Dataset entries
[Start of Attachment]
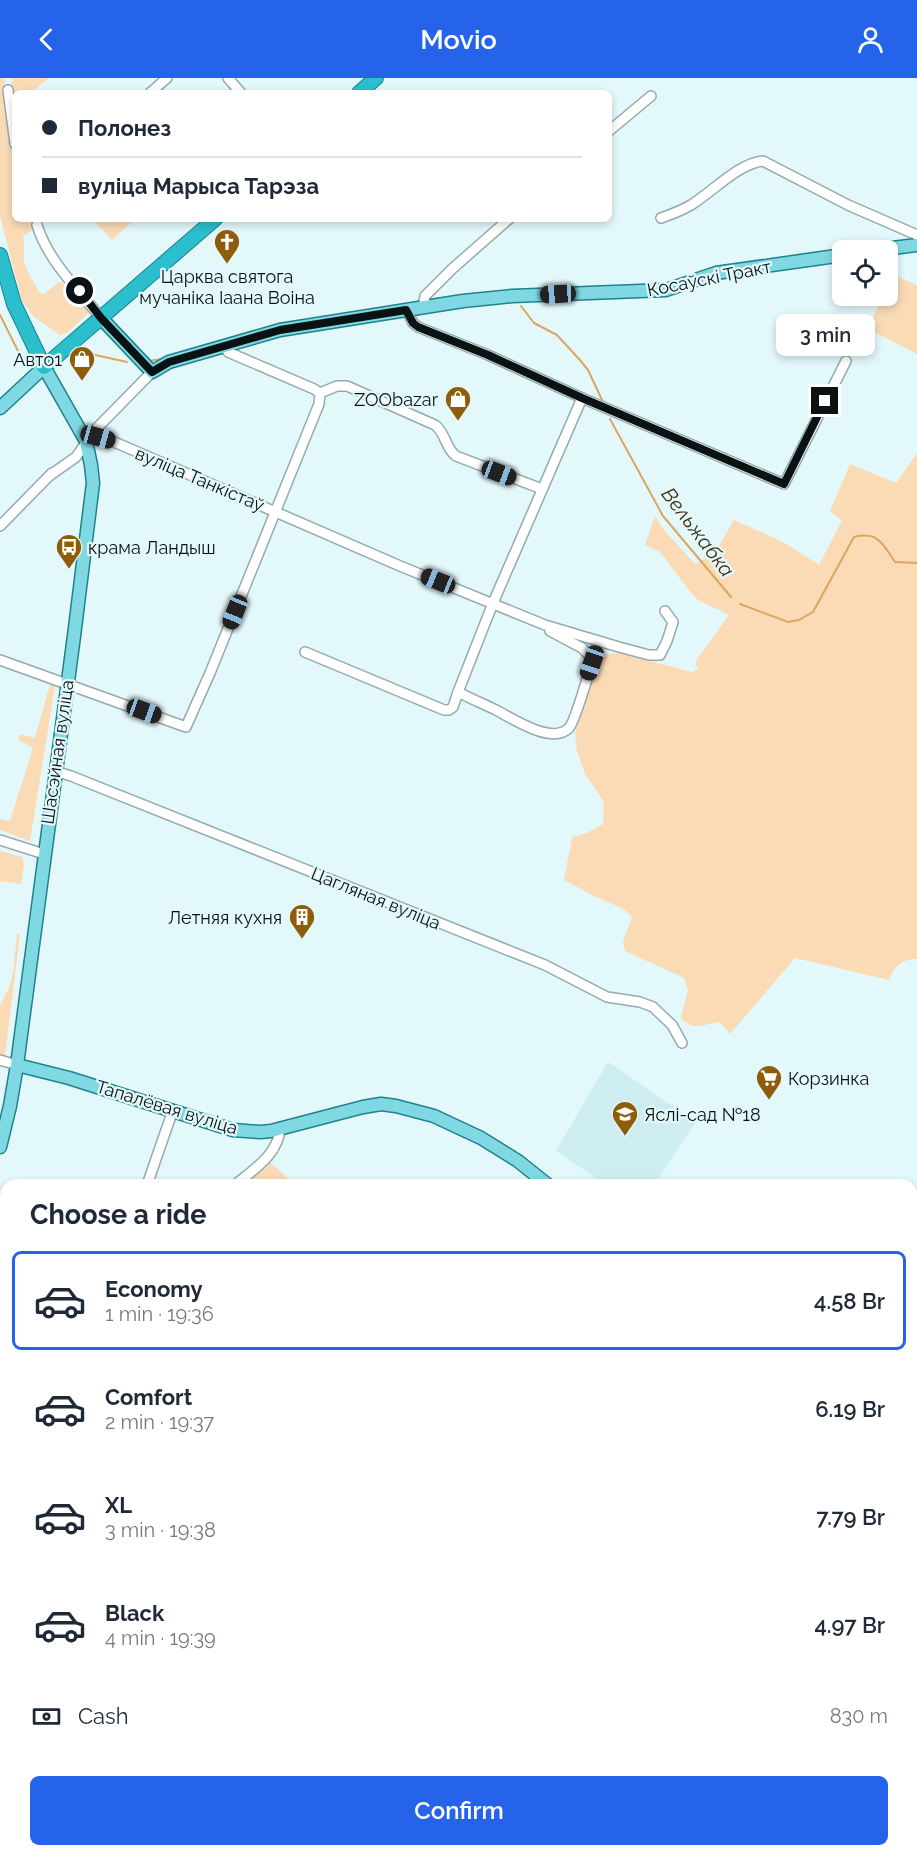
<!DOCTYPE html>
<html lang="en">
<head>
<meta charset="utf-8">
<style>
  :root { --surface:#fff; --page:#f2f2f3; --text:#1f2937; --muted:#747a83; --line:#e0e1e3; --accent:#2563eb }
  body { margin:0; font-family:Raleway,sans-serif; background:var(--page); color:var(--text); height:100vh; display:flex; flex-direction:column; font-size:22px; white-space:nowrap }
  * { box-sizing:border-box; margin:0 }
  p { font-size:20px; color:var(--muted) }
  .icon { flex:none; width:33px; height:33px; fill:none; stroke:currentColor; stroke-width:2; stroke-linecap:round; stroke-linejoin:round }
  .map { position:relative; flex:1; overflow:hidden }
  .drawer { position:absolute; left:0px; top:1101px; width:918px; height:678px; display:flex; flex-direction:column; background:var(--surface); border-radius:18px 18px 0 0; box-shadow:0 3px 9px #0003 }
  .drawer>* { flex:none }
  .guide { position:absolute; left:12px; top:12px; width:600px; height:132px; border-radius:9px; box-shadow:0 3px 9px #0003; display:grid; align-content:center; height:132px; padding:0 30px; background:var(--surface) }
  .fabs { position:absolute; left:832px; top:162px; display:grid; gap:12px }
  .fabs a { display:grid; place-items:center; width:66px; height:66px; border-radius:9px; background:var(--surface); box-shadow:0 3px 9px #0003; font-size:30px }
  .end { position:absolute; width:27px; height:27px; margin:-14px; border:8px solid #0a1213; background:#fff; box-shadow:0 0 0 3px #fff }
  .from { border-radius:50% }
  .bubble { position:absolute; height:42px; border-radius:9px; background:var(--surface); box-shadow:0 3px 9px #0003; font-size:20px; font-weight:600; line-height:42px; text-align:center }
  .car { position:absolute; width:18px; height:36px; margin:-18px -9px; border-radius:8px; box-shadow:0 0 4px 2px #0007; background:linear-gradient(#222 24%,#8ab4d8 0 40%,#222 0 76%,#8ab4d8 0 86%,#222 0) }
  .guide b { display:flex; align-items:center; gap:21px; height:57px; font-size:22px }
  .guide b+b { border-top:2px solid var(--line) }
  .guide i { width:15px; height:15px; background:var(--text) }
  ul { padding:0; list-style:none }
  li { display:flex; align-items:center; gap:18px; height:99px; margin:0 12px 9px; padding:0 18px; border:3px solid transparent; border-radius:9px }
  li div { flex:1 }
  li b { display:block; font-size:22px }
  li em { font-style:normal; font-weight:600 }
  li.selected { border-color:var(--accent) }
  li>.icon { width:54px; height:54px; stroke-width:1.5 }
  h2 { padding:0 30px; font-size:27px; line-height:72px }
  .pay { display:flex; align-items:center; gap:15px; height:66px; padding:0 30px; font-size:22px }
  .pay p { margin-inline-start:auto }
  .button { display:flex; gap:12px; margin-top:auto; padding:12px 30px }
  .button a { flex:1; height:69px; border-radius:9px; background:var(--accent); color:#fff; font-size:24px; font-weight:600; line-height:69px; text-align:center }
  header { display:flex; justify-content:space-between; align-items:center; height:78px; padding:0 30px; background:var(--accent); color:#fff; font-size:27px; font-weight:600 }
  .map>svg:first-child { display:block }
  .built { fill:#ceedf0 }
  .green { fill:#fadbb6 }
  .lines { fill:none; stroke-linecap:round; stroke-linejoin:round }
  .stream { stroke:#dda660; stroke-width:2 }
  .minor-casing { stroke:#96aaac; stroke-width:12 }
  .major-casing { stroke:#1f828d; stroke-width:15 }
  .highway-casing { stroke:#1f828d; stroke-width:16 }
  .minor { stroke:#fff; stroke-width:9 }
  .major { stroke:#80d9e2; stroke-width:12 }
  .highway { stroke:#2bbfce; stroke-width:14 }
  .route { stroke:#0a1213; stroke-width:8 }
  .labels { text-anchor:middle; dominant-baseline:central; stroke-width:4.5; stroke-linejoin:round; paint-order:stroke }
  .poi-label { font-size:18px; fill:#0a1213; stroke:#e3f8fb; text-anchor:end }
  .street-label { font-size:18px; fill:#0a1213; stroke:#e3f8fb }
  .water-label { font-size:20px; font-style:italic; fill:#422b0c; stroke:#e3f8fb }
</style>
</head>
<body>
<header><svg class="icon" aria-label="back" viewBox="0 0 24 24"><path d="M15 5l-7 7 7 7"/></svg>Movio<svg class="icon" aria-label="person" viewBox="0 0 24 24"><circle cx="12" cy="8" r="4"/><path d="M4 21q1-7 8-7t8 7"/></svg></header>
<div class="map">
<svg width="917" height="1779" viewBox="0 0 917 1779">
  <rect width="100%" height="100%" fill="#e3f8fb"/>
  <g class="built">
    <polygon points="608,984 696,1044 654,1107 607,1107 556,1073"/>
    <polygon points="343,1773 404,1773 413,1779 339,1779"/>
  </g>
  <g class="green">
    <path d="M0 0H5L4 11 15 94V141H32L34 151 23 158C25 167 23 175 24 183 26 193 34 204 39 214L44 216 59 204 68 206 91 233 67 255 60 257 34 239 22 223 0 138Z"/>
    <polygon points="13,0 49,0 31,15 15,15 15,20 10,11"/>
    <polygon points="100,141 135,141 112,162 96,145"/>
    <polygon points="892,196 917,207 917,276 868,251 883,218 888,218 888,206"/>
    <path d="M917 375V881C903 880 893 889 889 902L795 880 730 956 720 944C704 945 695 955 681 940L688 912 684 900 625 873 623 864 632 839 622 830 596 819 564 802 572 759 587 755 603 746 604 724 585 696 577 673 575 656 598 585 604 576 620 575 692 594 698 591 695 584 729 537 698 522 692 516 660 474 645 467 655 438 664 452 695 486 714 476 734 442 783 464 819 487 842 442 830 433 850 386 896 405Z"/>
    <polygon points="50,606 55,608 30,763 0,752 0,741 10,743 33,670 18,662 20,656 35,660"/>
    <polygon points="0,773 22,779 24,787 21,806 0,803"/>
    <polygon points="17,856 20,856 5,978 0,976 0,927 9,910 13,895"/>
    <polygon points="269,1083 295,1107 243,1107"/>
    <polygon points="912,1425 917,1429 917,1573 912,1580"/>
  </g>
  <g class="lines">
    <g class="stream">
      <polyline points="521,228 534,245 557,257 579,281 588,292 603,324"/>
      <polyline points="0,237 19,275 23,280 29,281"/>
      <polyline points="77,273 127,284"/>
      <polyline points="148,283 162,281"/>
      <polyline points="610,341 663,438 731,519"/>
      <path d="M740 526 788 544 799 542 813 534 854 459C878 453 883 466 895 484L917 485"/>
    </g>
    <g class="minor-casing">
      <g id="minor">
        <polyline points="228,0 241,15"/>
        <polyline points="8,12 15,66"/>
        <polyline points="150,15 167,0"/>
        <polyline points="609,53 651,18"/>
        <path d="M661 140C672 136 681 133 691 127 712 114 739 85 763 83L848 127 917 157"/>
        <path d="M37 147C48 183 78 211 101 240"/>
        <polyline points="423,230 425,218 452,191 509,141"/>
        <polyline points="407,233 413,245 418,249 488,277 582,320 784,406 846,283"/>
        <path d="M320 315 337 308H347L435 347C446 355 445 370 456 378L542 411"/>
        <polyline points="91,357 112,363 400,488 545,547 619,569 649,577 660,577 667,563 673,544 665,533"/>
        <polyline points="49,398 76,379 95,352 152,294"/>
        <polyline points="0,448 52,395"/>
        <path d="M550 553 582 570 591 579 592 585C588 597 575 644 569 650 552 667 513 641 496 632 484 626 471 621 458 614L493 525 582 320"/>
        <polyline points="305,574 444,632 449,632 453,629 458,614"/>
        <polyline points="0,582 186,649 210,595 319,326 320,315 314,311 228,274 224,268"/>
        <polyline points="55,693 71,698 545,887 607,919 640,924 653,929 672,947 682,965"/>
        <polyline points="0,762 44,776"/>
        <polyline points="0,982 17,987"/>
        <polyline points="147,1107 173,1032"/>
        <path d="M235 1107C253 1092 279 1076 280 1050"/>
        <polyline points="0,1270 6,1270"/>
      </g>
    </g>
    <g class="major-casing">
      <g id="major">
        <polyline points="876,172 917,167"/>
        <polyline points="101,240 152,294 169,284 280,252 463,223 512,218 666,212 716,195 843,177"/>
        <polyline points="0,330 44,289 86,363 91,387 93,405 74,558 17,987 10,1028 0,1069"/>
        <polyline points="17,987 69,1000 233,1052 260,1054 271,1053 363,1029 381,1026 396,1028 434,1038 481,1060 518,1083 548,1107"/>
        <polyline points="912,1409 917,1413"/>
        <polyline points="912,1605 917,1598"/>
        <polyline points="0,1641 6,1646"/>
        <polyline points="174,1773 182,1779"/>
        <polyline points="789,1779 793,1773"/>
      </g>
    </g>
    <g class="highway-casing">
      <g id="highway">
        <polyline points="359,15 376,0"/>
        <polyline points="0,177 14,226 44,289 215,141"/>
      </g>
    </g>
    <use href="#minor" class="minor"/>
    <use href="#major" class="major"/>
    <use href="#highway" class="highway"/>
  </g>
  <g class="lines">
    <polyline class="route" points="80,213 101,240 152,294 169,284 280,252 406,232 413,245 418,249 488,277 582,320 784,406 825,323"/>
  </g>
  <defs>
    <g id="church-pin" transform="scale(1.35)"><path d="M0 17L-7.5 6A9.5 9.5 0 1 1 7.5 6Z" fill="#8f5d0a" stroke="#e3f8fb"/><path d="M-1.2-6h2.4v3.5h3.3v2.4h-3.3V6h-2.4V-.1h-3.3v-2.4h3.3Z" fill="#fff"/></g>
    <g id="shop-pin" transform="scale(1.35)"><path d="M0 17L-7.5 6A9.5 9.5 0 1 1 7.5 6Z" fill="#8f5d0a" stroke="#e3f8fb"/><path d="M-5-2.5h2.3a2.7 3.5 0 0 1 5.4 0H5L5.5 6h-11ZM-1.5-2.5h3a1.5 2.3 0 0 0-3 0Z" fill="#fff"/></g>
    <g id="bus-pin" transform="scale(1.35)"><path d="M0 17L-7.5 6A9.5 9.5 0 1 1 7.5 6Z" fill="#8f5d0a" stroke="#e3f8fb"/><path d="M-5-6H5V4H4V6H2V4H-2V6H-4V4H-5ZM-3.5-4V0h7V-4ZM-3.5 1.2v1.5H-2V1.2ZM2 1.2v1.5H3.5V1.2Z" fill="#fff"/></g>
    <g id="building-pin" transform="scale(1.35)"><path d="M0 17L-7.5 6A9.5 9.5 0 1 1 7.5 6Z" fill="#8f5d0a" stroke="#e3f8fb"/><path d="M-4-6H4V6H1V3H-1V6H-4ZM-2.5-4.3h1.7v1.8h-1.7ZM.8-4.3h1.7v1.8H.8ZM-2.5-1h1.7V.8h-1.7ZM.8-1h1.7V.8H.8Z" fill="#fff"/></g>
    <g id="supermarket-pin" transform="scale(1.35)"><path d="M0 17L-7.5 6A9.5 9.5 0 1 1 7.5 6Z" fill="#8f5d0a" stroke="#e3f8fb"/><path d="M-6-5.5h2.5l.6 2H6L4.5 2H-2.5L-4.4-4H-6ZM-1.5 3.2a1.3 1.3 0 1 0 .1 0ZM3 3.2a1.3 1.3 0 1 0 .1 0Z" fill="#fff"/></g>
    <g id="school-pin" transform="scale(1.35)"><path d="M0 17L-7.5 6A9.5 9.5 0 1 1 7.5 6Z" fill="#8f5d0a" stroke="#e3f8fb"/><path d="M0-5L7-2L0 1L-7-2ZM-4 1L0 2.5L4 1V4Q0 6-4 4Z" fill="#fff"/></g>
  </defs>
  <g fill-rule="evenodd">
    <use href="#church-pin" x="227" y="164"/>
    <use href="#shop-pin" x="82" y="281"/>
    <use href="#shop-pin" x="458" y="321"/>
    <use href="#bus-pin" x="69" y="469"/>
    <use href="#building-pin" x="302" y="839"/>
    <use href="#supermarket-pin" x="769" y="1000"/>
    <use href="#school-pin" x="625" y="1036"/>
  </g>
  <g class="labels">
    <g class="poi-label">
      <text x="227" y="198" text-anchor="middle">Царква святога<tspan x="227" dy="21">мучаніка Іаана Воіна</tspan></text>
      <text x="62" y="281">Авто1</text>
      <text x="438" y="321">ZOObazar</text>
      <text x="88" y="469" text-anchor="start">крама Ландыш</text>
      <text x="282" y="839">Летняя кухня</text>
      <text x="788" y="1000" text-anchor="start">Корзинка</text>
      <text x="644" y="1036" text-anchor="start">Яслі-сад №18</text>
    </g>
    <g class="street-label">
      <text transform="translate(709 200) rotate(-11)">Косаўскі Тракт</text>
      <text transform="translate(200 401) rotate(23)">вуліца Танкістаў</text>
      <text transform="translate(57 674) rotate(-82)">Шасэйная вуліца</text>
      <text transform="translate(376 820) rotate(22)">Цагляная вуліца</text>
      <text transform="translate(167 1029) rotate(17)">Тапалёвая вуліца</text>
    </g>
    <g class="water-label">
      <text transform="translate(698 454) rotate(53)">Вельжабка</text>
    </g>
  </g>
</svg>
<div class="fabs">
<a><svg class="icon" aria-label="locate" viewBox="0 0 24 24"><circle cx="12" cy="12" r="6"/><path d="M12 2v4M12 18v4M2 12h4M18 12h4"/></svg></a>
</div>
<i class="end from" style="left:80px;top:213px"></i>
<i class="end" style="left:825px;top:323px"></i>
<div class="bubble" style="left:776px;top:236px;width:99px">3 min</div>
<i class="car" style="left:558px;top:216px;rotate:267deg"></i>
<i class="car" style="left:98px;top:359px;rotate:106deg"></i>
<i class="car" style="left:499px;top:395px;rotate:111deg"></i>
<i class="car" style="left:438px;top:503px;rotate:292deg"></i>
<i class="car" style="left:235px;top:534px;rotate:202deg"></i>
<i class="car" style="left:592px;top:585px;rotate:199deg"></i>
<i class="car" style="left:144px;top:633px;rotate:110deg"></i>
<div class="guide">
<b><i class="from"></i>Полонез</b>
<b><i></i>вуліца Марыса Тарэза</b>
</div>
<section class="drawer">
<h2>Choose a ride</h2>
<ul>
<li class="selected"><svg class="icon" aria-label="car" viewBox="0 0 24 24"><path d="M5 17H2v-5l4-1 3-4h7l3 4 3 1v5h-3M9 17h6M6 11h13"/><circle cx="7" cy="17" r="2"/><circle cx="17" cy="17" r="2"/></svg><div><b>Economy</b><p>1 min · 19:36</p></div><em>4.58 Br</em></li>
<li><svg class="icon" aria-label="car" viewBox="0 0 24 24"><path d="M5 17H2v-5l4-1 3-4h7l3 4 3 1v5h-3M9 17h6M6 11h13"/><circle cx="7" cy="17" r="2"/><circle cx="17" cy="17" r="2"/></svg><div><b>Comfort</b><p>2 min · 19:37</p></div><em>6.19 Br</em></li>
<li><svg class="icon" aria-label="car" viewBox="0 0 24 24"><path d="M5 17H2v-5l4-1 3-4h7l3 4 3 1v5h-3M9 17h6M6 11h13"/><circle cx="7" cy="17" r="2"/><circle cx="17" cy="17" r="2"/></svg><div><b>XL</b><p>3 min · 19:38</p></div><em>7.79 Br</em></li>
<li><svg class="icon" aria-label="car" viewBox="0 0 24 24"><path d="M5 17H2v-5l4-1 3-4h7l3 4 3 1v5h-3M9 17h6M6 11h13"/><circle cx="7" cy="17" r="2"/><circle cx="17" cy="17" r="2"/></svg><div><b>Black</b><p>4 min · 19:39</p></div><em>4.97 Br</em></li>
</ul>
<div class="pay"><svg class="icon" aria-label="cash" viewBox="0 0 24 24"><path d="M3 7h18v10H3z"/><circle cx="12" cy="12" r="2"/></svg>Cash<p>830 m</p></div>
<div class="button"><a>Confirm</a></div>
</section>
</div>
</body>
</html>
[End of Attachment]
The answer must be all the lines above that hold the word "none".

  .icon { flex:none; width:33px; height:33px; fill:none; stroke:currentColor; stroke-width:2; stroke-linecap:round; stroke-linejoin:round }
  .drawer>* { flex:none }
  ul { padding:0; list-style:none }
  .lines { fill:none; stroke-linecap:round; stroke-linejoin:round }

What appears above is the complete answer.